__WHAT TO DO__
The answer is the set of lines that include "canal", copied from the data below.

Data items
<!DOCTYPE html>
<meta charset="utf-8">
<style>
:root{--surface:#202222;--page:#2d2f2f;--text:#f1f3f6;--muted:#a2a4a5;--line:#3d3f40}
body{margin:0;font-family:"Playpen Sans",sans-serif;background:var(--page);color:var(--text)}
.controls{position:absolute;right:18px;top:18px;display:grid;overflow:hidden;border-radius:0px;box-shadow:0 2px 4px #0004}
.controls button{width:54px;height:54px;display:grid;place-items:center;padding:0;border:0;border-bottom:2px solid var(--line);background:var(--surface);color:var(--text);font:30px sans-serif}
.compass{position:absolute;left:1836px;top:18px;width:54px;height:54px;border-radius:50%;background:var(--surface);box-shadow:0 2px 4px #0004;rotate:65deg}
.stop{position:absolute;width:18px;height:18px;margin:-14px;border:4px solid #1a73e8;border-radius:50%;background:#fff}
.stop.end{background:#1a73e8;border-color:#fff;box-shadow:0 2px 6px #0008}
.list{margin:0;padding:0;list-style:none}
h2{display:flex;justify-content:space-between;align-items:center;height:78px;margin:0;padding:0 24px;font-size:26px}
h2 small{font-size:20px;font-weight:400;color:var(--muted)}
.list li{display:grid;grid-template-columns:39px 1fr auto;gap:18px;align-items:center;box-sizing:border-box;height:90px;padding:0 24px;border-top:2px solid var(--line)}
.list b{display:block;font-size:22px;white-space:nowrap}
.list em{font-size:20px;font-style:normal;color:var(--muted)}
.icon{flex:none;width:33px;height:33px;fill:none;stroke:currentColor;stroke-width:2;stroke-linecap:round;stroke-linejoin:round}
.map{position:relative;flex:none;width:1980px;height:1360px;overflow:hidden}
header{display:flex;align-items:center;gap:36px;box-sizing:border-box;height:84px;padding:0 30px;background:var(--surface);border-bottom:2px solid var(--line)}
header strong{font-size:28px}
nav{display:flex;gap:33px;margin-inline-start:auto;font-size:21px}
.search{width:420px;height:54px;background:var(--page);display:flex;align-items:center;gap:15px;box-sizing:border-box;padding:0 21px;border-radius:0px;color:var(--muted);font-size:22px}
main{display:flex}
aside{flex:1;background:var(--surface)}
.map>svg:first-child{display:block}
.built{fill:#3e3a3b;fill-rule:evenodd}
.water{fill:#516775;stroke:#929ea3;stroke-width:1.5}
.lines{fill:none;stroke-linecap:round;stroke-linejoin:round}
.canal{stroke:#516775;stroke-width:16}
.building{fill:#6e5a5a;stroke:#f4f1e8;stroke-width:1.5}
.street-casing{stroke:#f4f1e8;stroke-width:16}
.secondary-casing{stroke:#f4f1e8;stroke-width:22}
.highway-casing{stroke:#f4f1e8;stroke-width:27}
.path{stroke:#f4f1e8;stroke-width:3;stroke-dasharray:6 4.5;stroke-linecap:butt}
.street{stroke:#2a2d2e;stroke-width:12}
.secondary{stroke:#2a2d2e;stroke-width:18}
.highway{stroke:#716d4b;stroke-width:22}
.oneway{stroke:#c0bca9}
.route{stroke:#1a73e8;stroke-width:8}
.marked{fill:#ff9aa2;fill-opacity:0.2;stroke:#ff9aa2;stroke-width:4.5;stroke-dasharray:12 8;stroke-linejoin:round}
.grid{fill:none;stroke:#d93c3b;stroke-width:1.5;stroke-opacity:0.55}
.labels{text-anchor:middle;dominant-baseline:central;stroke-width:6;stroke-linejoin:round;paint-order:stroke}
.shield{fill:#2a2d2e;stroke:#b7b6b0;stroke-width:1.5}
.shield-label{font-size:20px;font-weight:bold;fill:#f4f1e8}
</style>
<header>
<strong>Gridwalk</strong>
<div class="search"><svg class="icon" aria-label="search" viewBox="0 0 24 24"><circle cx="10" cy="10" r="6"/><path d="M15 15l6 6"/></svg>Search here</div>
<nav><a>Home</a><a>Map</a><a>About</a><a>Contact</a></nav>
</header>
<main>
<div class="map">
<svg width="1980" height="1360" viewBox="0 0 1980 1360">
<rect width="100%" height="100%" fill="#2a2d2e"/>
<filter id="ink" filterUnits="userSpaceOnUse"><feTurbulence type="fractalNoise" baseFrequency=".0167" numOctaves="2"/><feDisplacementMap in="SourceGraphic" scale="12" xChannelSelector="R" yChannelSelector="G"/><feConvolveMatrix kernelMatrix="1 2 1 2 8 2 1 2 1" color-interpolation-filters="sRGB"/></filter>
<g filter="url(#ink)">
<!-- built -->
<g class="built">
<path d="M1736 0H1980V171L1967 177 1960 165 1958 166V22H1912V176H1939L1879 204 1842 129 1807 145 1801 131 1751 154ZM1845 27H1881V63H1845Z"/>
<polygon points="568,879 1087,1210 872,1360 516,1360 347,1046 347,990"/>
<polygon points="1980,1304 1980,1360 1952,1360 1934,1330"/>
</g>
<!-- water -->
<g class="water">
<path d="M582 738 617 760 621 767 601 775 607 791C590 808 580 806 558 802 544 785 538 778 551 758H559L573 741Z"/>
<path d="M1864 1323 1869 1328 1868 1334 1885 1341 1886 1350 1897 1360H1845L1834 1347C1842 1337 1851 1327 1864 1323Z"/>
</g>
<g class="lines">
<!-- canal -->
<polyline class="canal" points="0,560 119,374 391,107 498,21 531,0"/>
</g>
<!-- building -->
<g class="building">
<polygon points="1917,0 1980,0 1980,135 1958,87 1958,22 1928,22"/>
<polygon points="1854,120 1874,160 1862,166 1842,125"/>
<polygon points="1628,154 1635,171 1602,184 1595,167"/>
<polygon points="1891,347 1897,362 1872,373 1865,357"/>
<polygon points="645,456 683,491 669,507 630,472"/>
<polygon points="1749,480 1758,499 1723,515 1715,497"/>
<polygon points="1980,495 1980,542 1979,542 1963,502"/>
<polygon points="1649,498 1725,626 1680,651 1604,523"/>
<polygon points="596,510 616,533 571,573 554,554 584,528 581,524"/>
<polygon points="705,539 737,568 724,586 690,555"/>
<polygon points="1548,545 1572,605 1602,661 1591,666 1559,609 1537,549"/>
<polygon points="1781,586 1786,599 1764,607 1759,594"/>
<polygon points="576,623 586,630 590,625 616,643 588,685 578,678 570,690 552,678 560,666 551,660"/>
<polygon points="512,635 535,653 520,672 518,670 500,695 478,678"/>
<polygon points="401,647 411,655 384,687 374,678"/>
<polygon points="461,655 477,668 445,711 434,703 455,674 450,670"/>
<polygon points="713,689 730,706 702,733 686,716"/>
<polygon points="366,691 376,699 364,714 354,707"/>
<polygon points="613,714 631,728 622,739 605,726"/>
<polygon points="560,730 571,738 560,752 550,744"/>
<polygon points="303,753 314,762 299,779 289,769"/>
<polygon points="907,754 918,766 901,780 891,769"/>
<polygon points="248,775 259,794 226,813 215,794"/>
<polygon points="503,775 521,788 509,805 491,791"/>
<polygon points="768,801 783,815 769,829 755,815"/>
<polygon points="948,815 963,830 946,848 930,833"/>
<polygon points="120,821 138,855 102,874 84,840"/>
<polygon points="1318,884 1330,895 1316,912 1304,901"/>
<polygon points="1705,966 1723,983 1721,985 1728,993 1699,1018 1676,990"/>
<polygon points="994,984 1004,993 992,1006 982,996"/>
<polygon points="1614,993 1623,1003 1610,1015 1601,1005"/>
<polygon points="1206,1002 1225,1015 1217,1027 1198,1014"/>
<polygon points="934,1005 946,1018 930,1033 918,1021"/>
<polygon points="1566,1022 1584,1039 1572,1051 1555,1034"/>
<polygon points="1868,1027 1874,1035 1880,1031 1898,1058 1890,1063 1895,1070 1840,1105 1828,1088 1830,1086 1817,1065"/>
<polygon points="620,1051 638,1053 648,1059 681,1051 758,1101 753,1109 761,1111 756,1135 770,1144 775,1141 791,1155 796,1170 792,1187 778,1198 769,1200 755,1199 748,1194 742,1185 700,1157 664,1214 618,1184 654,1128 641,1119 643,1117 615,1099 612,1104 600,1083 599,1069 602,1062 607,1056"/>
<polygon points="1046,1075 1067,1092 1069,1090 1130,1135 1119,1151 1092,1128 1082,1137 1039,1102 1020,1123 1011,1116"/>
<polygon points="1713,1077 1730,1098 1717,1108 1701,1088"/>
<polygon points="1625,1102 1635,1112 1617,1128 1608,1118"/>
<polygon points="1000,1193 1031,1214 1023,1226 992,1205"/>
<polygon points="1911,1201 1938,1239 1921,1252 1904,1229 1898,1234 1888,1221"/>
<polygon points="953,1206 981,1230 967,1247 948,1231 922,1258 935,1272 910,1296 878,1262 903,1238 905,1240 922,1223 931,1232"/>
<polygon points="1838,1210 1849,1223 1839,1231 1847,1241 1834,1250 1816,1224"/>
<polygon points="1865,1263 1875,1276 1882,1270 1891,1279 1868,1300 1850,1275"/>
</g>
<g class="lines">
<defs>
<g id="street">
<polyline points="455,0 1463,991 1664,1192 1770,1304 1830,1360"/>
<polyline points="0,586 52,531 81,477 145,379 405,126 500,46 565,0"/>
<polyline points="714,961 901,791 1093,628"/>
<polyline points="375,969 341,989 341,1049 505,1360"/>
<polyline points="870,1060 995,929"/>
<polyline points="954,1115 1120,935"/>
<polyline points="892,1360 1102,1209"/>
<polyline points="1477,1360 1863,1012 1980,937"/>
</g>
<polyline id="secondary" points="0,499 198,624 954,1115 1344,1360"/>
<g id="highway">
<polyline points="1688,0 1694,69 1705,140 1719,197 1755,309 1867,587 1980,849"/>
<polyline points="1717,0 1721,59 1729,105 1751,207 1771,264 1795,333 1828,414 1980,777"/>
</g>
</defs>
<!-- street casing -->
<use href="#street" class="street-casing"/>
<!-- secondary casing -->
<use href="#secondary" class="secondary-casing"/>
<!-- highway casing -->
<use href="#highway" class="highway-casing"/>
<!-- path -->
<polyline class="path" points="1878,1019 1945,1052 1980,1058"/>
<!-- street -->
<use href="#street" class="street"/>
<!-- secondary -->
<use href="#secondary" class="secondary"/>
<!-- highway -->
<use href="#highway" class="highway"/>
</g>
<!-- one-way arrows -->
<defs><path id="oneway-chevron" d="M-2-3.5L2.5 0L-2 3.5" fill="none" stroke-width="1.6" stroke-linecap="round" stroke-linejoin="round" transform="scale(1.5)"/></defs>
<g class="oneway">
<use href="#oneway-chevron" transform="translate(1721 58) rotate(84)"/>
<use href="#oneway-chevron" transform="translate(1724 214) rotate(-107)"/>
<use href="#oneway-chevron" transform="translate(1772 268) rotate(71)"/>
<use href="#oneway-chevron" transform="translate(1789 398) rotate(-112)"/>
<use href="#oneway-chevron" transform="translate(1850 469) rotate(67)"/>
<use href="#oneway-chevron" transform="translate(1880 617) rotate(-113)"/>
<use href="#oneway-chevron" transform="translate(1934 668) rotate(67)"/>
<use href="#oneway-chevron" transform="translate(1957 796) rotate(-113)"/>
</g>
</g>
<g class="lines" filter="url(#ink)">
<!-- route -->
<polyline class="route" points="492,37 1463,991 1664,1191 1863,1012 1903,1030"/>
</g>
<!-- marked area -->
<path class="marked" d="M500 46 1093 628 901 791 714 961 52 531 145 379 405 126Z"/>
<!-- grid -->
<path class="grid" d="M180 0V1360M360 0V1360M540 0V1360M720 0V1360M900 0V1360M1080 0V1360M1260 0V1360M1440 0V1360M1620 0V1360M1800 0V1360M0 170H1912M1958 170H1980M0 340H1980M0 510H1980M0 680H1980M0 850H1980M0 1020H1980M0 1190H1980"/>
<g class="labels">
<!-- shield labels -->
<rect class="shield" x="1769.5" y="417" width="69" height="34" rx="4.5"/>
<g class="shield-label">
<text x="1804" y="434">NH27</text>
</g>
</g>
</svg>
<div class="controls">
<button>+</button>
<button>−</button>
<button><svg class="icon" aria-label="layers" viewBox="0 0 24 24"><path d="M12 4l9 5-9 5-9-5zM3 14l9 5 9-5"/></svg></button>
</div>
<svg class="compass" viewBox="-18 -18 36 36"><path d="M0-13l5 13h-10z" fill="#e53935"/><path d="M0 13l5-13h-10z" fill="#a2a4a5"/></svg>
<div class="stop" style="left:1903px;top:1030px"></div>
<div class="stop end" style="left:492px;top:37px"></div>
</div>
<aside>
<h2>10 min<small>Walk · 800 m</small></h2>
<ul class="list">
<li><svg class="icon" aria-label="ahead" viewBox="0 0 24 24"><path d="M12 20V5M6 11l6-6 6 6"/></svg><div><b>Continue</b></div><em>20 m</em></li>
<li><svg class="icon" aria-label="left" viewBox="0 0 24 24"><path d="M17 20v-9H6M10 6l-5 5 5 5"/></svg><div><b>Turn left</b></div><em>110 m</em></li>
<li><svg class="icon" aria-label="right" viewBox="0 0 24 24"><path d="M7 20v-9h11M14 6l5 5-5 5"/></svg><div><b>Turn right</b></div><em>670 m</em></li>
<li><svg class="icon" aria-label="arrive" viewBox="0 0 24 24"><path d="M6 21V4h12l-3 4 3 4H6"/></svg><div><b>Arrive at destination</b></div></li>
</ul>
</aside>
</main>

__ANSWER BELOW__
.canal{stroke:#516775;stroke-width:16}
<!-- canal -->
<polyline class="canal" points="0,560 119,374 391,107 498,21 531,0"/>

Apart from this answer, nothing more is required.